Mary Jane lantas sempat mengajukan grasi. Tetapi, pada tahun 2014, permohonan grasi itu ditolak oleh Presiden ke-7 RI Joko Widodo (Jokowi).
Namun, Mary Jane tak juga dieksekusi hingga 2024. Eduar pun menjelaskan alasan kenapa eksekusi tak kunjung dilakukan.
“Pada tahun 2015, eksekusi mati Mary Jane Veloso ditangguhkan di menit-menit terakhir setelah adanya penangkapan di Filipina terhadap seorang perempuan yang dicurigai merekrut Mary Jane Veloso terkait narkoba,” kata Eduar.
Sebelumnya, pada 20 November 2024, Presiden Filipina Ferdinand Marcos Jr menyebut bahwa Mary Jane akan kembali ke Filipina.
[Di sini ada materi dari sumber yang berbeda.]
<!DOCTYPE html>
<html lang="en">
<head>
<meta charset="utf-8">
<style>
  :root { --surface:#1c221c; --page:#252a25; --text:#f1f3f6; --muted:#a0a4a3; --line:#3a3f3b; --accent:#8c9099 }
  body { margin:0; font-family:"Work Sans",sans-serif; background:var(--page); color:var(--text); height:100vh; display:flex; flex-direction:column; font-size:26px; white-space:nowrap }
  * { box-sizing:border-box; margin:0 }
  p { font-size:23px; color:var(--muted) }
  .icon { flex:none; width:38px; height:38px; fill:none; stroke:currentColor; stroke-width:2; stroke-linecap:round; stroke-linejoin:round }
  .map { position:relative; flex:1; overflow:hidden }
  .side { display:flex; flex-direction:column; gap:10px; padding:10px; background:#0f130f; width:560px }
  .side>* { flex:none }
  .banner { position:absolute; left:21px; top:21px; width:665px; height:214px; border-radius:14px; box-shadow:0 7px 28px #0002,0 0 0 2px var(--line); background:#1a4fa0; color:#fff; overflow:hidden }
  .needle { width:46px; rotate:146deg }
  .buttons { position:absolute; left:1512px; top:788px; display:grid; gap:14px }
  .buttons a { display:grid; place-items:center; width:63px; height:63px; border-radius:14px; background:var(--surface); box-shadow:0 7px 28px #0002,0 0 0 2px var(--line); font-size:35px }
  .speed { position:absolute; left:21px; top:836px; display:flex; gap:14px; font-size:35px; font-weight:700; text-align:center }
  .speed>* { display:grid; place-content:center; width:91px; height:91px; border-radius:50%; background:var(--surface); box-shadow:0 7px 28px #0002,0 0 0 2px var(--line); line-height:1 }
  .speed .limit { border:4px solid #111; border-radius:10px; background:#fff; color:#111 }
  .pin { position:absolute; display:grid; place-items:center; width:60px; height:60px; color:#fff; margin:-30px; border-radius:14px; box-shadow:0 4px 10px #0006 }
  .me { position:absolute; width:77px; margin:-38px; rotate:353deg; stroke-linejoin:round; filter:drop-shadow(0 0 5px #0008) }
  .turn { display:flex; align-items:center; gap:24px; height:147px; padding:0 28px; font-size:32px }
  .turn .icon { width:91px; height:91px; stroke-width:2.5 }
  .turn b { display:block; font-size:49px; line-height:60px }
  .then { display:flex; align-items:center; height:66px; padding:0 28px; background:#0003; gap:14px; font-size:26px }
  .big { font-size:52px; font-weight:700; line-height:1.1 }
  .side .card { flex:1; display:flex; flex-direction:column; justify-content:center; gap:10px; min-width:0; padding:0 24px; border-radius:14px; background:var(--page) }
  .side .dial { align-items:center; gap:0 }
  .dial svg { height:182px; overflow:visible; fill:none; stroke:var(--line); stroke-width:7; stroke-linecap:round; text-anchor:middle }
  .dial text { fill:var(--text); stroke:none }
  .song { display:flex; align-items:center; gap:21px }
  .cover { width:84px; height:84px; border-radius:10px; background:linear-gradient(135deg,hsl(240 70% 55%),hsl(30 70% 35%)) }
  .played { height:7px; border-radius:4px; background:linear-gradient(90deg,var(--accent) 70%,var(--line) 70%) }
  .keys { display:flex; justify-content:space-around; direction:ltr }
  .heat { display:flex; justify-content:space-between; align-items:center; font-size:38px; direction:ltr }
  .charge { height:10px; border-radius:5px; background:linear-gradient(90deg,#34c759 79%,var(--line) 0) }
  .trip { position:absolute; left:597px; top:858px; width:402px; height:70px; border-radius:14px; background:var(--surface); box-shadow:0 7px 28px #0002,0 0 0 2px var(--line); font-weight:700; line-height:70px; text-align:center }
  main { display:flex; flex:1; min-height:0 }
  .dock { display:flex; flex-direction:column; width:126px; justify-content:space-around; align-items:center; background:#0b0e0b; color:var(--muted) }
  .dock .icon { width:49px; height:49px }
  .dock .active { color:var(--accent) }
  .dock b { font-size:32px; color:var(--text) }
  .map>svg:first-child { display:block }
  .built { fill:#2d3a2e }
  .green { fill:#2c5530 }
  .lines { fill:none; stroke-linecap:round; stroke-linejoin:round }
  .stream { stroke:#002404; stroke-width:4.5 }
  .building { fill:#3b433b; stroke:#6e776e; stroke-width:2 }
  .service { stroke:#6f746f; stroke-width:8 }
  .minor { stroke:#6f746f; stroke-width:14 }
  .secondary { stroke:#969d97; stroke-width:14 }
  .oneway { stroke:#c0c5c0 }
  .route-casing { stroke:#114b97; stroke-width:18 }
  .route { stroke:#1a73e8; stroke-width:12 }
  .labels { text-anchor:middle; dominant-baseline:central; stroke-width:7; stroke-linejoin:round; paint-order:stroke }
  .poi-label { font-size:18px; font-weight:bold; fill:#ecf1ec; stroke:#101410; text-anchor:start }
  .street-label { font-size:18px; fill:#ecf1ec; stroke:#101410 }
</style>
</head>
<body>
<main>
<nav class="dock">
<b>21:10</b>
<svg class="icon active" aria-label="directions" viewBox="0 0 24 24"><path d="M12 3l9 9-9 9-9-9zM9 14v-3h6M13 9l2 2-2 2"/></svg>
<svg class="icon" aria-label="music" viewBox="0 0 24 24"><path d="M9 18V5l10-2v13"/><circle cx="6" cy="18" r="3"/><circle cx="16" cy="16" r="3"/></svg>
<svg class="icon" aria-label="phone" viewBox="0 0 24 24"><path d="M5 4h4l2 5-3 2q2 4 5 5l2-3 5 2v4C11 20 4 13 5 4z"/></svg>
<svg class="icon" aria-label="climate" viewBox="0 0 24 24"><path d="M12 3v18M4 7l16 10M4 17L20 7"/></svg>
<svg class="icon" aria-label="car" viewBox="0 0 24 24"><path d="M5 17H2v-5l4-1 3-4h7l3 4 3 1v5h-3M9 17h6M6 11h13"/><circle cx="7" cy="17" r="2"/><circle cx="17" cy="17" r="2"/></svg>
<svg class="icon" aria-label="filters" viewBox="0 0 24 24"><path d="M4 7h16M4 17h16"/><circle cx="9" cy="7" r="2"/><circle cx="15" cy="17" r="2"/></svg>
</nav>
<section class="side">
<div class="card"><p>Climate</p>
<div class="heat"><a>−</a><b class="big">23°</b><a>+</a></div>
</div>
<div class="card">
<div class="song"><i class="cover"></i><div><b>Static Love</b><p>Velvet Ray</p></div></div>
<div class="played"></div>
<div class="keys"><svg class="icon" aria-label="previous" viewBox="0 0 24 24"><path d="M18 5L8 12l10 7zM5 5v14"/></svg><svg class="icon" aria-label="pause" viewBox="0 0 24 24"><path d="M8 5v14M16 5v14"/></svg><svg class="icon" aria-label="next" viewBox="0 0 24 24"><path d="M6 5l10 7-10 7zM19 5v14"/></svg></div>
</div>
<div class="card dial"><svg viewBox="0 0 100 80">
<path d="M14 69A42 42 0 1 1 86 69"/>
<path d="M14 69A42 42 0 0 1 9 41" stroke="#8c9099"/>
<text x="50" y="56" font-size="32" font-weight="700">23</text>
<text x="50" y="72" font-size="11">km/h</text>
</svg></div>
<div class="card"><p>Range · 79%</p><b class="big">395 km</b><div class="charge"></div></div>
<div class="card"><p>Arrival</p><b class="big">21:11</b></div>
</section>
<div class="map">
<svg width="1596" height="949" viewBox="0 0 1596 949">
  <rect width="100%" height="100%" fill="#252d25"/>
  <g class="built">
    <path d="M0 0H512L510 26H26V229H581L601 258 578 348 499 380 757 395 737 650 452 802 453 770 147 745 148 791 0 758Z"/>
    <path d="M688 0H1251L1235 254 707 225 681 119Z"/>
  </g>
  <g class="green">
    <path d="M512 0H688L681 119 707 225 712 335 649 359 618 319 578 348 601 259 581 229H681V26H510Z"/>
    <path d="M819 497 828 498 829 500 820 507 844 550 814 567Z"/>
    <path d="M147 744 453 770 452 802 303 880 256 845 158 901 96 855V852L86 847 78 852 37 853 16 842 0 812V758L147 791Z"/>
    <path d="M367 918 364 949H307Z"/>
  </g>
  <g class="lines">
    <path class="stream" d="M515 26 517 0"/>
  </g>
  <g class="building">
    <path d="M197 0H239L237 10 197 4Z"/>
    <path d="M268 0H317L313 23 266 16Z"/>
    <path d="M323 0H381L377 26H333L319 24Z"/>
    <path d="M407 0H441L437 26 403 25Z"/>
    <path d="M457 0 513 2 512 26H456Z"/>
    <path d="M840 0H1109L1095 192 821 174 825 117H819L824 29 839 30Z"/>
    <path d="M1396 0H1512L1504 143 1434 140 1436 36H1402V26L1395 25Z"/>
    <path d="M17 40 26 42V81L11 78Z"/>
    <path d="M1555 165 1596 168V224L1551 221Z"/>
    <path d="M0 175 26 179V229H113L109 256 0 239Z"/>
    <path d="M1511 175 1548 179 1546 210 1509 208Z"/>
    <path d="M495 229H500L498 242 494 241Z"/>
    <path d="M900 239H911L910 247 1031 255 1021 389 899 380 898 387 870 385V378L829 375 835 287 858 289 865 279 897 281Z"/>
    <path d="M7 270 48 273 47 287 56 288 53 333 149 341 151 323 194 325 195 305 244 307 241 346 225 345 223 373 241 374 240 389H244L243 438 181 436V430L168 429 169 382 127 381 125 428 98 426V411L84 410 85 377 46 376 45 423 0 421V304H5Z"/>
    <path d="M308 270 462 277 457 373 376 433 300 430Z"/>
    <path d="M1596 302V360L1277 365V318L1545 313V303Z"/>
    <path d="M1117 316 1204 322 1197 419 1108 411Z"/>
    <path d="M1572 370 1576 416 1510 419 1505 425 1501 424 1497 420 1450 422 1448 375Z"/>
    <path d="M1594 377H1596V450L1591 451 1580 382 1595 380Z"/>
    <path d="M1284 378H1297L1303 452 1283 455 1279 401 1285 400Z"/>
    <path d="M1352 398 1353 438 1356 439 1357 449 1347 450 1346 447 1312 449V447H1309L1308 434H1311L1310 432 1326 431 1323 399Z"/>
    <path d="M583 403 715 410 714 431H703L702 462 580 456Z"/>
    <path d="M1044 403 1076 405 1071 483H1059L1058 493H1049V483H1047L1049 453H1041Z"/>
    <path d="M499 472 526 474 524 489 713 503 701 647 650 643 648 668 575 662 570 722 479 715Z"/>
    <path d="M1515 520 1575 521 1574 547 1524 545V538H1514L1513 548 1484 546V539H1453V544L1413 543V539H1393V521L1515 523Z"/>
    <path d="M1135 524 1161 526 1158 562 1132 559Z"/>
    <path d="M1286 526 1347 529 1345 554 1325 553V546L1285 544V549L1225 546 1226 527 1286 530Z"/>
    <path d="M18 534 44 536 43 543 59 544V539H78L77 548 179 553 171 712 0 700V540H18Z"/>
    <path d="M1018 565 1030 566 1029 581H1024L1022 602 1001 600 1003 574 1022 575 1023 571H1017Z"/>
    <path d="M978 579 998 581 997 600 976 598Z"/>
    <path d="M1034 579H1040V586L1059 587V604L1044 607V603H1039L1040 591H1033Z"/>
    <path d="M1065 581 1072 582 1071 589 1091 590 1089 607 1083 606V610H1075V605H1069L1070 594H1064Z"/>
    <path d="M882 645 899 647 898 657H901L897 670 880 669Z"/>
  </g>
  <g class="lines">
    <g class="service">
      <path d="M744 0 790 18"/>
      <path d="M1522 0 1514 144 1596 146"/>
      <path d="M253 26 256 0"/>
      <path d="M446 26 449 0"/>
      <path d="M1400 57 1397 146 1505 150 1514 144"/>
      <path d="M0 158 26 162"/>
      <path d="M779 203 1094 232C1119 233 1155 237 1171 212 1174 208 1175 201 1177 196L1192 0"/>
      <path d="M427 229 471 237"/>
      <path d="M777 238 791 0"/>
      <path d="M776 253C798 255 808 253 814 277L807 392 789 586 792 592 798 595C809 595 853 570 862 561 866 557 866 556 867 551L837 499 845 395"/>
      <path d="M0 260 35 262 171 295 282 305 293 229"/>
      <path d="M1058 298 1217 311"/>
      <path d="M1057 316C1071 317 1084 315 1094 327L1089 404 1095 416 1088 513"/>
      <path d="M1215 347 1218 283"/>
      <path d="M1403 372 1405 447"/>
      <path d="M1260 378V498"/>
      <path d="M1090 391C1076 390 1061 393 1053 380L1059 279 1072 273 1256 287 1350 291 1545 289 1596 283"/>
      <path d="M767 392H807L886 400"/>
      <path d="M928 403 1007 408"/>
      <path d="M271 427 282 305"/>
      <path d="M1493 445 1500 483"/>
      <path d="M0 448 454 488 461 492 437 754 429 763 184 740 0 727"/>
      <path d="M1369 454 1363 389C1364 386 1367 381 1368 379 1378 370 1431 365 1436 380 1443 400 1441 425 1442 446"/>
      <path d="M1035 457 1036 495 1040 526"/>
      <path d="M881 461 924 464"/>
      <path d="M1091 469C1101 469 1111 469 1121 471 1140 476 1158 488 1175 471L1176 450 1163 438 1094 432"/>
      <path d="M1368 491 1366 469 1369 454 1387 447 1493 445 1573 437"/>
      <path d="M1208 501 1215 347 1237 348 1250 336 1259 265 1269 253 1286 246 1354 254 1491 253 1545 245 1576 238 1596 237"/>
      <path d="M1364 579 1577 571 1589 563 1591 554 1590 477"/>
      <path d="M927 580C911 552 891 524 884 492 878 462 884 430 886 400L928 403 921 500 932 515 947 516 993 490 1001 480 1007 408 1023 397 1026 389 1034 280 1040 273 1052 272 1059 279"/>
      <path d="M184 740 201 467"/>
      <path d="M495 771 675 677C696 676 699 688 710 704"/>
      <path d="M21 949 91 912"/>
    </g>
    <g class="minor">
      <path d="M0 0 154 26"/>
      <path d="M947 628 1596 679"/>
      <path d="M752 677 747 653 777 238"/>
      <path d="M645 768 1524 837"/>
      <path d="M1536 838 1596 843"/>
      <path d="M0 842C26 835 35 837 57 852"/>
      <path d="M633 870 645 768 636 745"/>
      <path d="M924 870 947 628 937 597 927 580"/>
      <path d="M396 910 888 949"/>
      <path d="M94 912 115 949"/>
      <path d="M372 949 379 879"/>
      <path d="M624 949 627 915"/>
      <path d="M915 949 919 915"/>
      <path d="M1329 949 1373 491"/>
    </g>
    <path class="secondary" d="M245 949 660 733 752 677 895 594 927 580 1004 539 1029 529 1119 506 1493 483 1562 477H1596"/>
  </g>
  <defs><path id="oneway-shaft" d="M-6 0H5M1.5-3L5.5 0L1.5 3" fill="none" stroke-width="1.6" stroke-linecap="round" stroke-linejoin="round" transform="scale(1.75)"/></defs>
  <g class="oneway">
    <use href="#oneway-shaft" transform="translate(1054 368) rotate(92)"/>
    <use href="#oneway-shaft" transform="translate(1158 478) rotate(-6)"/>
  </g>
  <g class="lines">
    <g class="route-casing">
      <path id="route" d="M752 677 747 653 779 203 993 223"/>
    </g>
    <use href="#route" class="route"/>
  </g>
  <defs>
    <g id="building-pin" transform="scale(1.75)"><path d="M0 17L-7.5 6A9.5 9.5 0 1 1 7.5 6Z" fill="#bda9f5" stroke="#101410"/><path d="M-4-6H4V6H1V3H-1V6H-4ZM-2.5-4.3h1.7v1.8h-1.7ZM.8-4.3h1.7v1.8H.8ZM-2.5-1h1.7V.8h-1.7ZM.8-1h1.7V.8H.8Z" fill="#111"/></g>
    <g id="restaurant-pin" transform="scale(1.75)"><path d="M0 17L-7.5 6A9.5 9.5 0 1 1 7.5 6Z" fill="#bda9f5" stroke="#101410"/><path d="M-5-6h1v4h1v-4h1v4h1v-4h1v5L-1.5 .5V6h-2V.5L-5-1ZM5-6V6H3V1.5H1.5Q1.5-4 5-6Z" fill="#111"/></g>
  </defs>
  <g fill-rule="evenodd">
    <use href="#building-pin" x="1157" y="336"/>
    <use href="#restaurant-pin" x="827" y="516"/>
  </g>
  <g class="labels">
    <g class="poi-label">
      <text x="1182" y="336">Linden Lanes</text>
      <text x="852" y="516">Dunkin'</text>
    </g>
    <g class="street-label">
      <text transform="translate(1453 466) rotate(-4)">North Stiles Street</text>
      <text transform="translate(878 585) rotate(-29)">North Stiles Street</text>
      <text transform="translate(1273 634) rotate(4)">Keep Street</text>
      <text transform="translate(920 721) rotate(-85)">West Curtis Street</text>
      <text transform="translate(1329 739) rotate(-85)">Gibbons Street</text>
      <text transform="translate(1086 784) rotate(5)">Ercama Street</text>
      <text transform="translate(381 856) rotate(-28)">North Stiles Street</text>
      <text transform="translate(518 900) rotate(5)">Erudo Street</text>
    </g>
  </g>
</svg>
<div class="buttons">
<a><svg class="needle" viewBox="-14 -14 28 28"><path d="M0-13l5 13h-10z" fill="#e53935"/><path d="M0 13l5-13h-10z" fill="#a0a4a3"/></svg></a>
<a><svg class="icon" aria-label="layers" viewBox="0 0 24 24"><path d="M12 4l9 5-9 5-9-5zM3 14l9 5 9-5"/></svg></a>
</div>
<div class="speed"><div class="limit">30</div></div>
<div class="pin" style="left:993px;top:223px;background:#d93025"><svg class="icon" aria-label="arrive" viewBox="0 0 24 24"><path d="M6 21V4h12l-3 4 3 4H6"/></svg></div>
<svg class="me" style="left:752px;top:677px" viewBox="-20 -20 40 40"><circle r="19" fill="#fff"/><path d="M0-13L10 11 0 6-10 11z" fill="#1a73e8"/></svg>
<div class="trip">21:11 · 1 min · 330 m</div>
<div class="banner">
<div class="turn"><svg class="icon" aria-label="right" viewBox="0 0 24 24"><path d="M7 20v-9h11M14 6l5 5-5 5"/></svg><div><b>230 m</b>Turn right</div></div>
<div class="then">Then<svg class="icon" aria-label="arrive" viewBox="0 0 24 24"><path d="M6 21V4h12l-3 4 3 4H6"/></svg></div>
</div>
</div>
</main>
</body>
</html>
Marcos Jr mengatakan, Mary Jane akan diserahkan ke Filipina setelah dilakukan negosiasi bertahun-tahun dengan Indonesia.
Bahkan, Marcos Jr menyebut upaya pemulangan Mary Jane sebagai “perjalanan yang panjang dan sulit”.
“Setelah lebih dari satu dekade melakukan diplomasi dan konsultasi dengan pemerintah Indonesia, kami berhasil menunda eksekusi matinya. Cukup lama untuk mencapai kesepakatan dan akhirnya (kami akan) membawanya kembali ke Filipina,” kata Marcos Jr dalam sebuah pernyataan, dikutip dari AFP.